←back to thread

255 points ColinWright | 8 comments | | HN request time: 0.767s | source | bottom
1. OhMeadhbh ◴[] No.45775001[source]
I blame modern CS programs that don't teach kids about parsing. The last time I looked at some scraping code, the dev was using regexes to "parse" html to find various references.

Maybe that's a way to defend against bots that ignore robots.txt, include a reference to a Honeypot HTML file with garbage text, but include the link to it in a comment.

replies(5): >>45775128 #>>45775617 #>>45776644 #>>45776976 #>>45780383 #
2. tuwtuwtuwtuw ◴[] No.45775128[source]
Do you think that if some CS programs taught parsing, the authors of the bot would parse the HTML to properly extract links, instead of just doing plain text search?

I doubt it.

3. ericmcer ◴[] No.45775617[source]
How would recommend doing it? If I was just trying to pull <a/> tag links out I feel like treating it like text and using regex would be way more efficient than a full on HTML parser like JSDom or something.
replies(1): >>45775750 #
4. singron ◴[] No.45775750[source]
You don't need javascript to parse HTML. Just use an HTML parser. They are very fast. HTML isn't a regular language, so you can't parse it with regular expressions.

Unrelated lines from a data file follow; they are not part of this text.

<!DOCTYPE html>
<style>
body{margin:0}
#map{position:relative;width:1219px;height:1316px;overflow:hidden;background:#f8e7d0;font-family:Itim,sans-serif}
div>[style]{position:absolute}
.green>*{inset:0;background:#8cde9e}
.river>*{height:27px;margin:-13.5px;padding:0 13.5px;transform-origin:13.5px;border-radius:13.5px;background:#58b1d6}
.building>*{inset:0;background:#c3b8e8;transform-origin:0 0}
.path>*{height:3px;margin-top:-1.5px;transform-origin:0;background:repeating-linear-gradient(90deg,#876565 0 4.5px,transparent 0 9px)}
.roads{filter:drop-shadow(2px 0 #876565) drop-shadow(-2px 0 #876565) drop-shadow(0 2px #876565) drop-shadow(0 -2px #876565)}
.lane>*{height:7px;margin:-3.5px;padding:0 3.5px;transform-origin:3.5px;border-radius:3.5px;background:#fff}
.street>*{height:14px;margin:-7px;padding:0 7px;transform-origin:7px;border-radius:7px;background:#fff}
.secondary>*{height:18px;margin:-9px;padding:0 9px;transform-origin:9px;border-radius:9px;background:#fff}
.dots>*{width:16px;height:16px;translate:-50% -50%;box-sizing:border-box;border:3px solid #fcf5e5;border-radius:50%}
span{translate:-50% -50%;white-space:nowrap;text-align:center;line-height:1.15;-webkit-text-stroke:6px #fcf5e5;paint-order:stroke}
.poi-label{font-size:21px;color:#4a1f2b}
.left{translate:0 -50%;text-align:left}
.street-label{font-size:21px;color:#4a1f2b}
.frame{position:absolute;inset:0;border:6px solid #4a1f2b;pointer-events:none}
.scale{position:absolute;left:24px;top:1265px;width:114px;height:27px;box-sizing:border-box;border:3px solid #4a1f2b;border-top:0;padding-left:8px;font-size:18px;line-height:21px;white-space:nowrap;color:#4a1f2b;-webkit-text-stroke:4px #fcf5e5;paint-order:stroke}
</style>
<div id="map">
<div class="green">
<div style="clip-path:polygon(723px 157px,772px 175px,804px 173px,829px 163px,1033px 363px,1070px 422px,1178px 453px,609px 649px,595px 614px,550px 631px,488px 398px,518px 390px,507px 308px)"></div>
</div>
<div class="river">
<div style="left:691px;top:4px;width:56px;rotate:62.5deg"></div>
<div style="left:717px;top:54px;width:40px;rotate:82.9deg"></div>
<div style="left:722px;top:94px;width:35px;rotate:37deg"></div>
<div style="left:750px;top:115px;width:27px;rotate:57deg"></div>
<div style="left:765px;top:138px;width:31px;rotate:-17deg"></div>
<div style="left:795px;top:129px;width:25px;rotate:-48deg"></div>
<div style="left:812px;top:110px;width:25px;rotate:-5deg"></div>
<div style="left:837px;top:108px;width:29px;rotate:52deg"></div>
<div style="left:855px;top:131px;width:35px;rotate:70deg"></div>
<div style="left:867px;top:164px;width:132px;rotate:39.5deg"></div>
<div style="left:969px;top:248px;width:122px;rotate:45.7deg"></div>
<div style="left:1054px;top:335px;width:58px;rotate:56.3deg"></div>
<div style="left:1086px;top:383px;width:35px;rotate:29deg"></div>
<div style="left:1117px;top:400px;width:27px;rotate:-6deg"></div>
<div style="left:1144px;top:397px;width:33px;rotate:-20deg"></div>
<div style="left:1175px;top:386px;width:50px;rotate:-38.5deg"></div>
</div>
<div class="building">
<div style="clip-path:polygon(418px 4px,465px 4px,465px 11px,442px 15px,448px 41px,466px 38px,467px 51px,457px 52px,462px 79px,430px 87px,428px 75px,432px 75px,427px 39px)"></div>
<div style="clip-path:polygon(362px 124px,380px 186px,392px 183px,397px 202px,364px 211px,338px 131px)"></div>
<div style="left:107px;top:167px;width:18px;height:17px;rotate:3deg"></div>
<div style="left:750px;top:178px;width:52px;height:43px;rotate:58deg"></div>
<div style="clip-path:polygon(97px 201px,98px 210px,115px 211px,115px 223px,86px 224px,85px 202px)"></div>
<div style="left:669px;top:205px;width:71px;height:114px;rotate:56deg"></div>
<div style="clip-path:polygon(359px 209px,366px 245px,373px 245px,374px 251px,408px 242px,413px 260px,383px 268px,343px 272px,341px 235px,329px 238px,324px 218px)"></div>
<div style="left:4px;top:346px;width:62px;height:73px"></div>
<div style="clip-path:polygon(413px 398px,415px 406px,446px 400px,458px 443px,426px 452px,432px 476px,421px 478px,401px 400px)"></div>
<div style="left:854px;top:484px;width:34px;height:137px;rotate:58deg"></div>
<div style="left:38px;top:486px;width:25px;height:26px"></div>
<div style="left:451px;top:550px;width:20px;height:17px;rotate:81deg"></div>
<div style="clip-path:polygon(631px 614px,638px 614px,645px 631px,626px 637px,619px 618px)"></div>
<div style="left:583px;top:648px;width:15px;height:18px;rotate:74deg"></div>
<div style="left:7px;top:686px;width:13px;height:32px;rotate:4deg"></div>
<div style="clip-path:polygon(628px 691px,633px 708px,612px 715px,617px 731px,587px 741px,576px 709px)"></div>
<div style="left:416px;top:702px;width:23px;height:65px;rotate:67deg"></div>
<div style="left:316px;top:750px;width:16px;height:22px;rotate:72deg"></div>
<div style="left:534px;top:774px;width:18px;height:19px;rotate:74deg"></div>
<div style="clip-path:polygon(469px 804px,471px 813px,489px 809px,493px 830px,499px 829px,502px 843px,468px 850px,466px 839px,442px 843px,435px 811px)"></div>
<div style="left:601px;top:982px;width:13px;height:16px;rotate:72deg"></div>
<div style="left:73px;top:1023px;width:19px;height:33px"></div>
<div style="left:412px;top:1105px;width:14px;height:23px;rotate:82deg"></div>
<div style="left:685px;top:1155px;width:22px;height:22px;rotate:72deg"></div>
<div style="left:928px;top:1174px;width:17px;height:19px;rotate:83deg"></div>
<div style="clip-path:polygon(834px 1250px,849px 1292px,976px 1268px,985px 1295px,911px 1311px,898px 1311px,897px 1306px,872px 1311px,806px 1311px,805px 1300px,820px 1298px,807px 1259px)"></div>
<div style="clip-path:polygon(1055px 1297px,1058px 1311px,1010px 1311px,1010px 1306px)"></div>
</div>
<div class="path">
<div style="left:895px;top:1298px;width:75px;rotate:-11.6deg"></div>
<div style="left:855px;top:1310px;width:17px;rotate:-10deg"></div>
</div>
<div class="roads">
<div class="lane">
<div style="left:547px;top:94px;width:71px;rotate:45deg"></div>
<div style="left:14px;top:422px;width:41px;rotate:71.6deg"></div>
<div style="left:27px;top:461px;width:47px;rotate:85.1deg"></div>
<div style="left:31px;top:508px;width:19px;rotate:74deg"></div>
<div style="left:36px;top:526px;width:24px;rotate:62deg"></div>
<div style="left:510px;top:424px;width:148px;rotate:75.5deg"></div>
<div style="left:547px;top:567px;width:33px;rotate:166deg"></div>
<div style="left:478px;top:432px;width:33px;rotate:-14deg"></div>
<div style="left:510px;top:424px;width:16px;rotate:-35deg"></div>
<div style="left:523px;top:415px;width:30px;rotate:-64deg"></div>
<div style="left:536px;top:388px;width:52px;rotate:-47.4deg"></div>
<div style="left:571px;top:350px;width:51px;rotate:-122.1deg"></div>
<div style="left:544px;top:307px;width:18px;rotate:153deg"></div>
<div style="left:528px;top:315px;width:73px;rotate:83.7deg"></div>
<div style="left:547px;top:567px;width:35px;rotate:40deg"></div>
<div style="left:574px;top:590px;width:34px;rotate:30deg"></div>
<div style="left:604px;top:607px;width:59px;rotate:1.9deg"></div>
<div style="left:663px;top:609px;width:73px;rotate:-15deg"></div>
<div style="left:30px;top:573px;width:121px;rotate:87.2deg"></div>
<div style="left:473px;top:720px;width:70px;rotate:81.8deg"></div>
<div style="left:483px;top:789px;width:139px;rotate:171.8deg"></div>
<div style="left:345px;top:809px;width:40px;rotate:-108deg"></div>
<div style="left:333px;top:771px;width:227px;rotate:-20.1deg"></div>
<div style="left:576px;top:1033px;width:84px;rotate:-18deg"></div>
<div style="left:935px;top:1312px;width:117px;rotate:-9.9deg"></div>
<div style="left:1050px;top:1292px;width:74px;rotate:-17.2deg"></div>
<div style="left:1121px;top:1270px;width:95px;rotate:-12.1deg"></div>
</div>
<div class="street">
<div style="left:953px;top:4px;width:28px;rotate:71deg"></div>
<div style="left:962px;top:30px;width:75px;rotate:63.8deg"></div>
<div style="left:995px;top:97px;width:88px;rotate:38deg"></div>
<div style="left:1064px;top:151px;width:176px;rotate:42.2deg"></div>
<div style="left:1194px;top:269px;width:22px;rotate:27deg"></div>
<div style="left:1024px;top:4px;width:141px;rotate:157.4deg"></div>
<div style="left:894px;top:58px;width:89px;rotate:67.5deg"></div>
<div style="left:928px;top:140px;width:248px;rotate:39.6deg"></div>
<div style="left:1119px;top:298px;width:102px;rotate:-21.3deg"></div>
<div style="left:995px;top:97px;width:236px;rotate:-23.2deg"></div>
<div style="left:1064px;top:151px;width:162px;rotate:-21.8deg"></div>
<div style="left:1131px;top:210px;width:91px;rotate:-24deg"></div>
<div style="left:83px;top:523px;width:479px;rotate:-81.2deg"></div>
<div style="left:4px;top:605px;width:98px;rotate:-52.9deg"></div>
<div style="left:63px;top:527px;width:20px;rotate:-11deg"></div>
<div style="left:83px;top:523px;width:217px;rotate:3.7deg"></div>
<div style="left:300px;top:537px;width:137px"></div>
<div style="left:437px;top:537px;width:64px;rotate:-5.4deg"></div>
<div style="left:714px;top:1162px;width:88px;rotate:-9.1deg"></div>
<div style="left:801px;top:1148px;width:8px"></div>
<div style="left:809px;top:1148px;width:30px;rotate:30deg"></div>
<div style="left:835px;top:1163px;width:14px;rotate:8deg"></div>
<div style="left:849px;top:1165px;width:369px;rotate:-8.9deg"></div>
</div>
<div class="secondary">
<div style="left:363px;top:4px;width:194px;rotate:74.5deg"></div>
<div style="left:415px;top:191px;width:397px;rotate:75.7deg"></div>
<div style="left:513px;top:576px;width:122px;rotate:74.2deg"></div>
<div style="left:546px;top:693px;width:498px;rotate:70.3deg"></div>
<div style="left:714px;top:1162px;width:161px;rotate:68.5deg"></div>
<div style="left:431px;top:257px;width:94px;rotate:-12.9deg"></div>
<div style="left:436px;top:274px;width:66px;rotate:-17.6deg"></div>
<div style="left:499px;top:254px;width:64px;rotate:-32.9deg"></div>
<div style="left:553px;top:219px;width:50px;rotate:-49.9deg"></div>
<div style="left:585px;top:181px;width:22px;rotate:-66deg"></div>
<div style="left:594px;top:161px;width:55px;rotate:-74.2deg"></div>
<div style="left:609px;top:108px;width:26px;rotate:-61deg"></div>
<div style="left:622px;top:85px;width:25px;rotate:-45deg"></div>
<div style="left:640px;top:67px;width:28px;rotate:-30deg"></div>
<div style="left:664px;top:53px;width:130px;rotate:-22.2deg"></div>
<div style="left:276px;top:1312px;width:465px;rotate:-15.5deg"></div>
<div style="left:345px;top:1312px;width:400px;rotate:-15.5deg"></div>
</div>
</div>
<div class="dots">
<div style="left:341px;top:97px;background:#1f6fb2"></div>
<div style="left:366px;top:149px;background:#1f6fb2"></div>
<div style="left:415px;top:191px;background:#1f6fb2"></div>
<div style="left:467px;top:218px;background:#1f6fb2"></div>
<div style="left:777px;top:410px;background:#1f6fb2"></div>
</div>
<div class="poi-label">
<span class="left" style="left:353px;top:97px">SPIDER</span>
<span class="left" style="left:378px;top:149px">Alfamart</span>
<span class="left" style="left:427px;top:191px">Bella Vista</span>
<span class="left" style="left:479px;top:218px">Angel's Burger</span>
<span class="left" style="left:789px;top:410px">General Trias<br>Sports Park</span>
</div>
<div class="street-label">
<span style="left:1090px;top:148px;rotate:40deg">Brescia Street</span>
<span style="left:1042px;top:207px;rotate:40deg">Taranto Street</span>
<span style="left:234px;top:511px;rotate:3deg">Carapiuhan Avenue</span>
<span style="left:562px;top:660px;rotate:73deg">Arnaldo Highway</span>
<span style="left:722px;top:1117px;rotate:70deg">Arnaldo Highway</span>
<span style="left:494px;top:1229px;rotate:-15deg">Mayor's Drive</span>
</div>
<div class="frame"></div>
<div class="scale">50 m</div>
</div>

Obligatory: https://stackoverflow.com/questions/1732348/regex-match-open...

replies(1): >>45777232 #
5. vaylian ◴[] No.45776644[source]
The people who do this type of scraping to feed their AI are probably also using AI to write their scraper.
6. mikeiz404 ◴[] No.45776976[source]
It’s been some time since I have dealt with web scrapers but it takes less resources to run a regex than it does to parse the DOM (which may have syntactically incorrect parts anyway). This can add up when running many scraping requests in parallel. So depending on your goals using a regex can be much preferred.
7. zahlman ◴[] No.45777232{3}[source]
The point is: if you're trying to find all the URLs within the page source, it doesn't really matter to you what tags they're in, or how the document is structured, or even whether they're given as link targets or in the readable text or just what.
8. mrweasel ◴[] No.45780383[source]
You don't need to teach parsing, that won't help much any way. We need to teach people to be good netizen again. I'd argue that it was always viewed as reasonable to scrape content, as long as you didn't misrepresent content as your own and if you scraped responsibly, backing of if the server started to slow down, or simply not crawling to fast to begin with.

Currently we have at least three problems:

1) Companies have no issue with not providing sources and not linking back.

2) There are too many scrapers, even if they behaved, some site would struggle to handle all of them.

3) Srapers go full throttle 24/7, expecting the sites to rate-limit them if they are going to fast. Hammer a site into the ground, just wait until it's back and hammer it again, grabbing what you can before it crashes once more.

There's no longer a sense of the internet being for all of us and that we need to make room for each other. Website / human generated content exists as a resource to be strip mined.